── Given entries

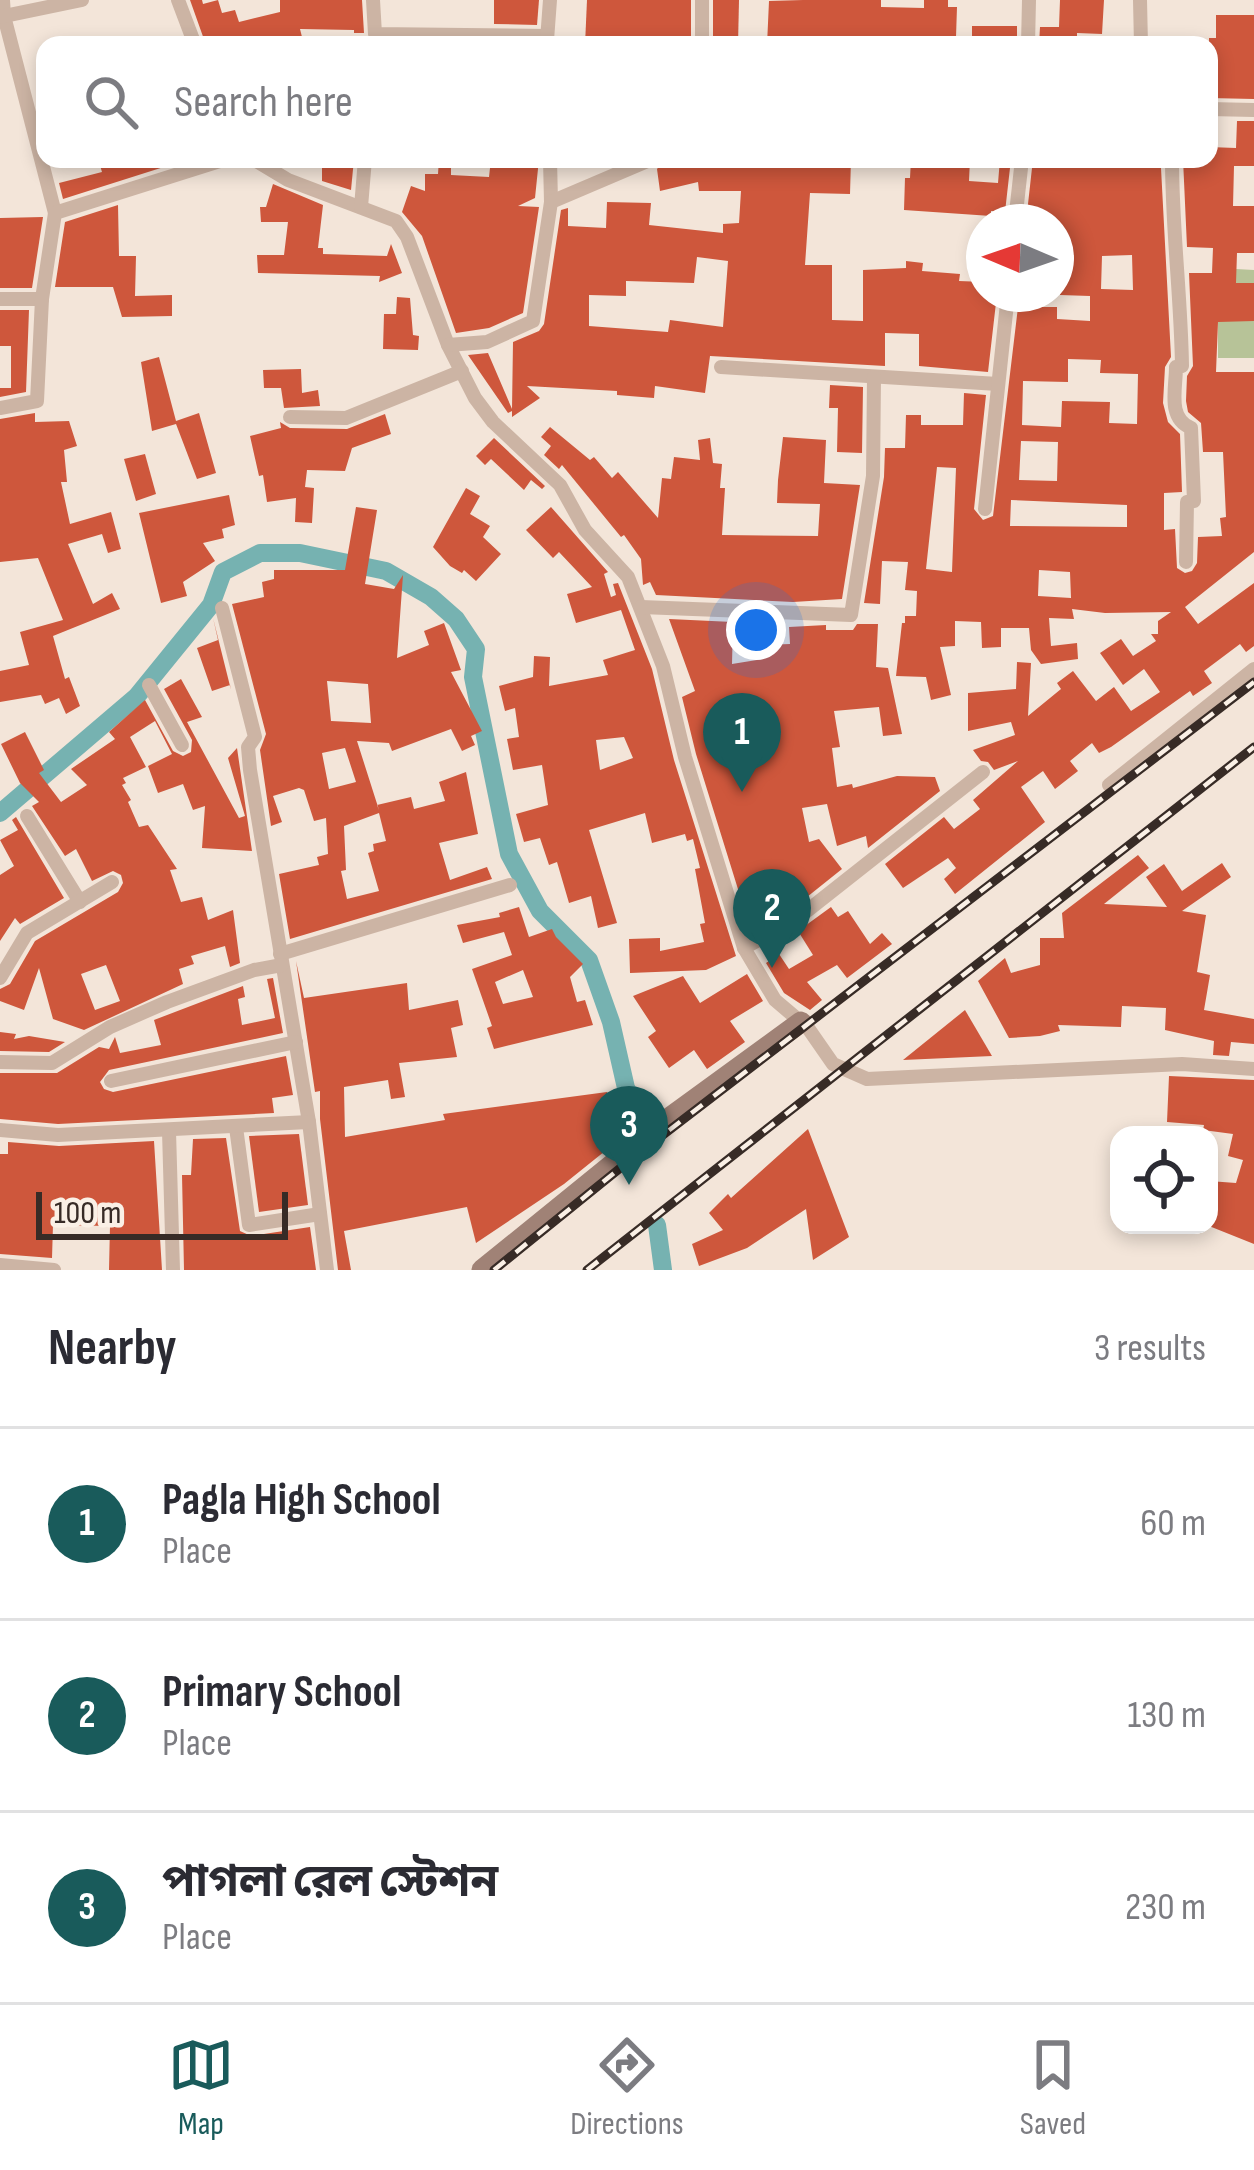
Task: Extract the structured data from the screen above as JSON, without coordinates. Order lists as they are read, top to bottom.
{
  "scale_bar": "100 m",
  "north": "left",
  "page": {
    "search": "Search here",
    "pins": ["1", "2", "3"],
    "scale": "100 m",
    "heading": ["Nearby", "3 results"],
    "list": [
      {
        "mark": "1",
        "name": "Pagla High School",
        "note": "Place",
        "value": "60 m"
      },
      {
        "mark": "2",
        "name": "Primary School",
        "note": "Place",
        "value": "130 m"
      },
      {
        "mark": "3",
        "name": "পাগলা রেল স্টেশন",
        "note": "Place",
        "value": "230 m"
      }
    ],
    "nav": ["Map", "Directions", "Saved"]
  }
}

────

Your task: Without the pictures, give all of the entries above again exactly.

Exercise response:
Task: Extract the structured data from the screen above as JSON, without coordinates. Order lists as they are read, top to bottom.
{
  "scale_bar": "100 m",
  "north": "left",
  "page": {
    "search": "Search here",
    "pins": ["1", "2", "3"],
    "scale": "100 m",
    "heading": ["Nearby", "3 results"],
    "list": [
      {
        "mark": "1",
        "name": "Pagla High School",
        "note": "Place",
        "value": "60 m"
      },
      {
        "mark": "2",
        "name": "Primary School",
        "note": "Place",
        "value": "130 m"
      },
      {
        "mark": "3",
        "name": "পাগলা রেল স্টেশন",
        "note": "Place",
        "value": "230 m"
      }
    ],
    "nav": ["Map", "Directions", "Saved"]
  }
}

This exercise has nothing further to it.